“ After a year, we are back to square one ”: Milan under the influence of Covid


Around the same time last year, chef Andrea Berton believed customers “might overreact” when they started canceling tables at his Michelin-starred Milan restaurant amid an increase in cases of disturbing new coronavirus.

“It was a strange atmosphere,” he recalls this week. “The restaurant was suddenly empty at lunchtime and international customers kept calling to cancel reservations and events around the Salone del Mobile,” he added, referring to the annual trade fair. Milan furniture.

Neither he nor anyone else could have predicted what would happen next. Days later, on March 8, the Italian government ordered the immediate lockdown of the wealthy region of Lombardy which includes Milan in a bid to stem the spread of Covid-19. The unheard-of restrictions were extended nationwide the next day, confining 60 million people to their homes.

It was the moment when Europe finally woke up to the threat of a virus that had emerged in China at the turn of the year. Within weeks, the entire continent – and soon the entire world – had been brought to a halt by the pandemic.

“We were faced with a virus we knew nothing about,” said Francesco Passerini, mayor of the small town of Codogno, an hour from Milan, where one of the first confirmed cases of Covid-19 in Italy had been discovered end of February. “We didn’t know how to protect our community and we had very sick people. It was like an impossible fight.

Inside a coronavirus intensive care unit in a hospital in the city of Lodi, near Milan © Emanuele Cremaschi / Getty Images

A year later, the end of the coronavirus crisis in Europe still seems far away despite the hope offered by vaccines. Most of the continent’s 750 million citizens continue to face restrictions in their daily lives and the economic and social toll has been enormous.

In Italy – as in some other EU countries such as neighboring Greece and the Czech Republic – the number of new infections is rising as concerns mount over the threat of the new variants. Lombardy, still the worst-affected region in Italy, struggles with thousands of new cases a day and hundreds of deaths every week.

A new two-week partial lockdown went into effect in the region on Friday, with offices closed and employees required to work from home. Schools and playgrounds are closed and hospitality and travel are banned, although shops remain open – for now.

Still, as cases increase, experts fear it will be only a matter of time before the curbs are extended.

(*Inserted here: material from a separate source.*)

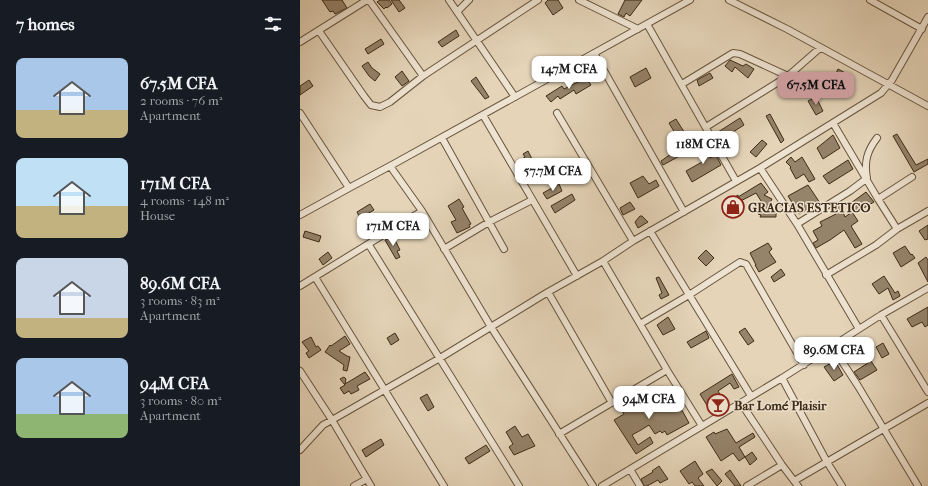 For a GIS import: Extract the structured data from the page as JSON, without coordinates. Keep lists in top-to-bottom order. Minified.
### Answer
{"places":{"shop":["GRACIAS ESTETICO"],"bar":["Bar Lomé Plaisir"]},"page":{"heading":"7 homes","list":[{"name":"67.5M CFA","note":"2 rooms · 76 m² · Apartment"},{"name":"171M CFA","note":"4 rooms · 148 m² · House"},{"name":"89.6M CFA","note":"3 rooms · 83 m² · Apartment"},{"name":"94M CFA","note":"3 rooms · 80 m² · Apartment"}],"price":["147M CFA","67.5M CFA","118M CFA","57.7M CFA","171M CFA","89.6M CFA","94M CFA"]}}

“It won’t be long before the whole country returns to the ‘red zone’,” Guido Bertolaso, Lombardy’s vaccine adviser, said this week, referring to the strictest level of Italy’s system of colored levels.

Chart showing ICU cases and admissions on the rise again in Lombardy as the number of ICU patients soar 30% last week

“Unfortunately, it’s not over yet,” said Passerini, the mayor of Codogno. “But it’s not comparable to last year because we learned to live with the virus and now we have a vaccine. So we have something to look forward to. “

Looking back evokes painful memories. Most striking was the day he and other volunteers had to empty a church to make room for dozens of coffins. “I remember seeing the corpses come in and the church, a place of hope, suddenly turn into a morgue. I couldn’t believe this was happening, ”he said.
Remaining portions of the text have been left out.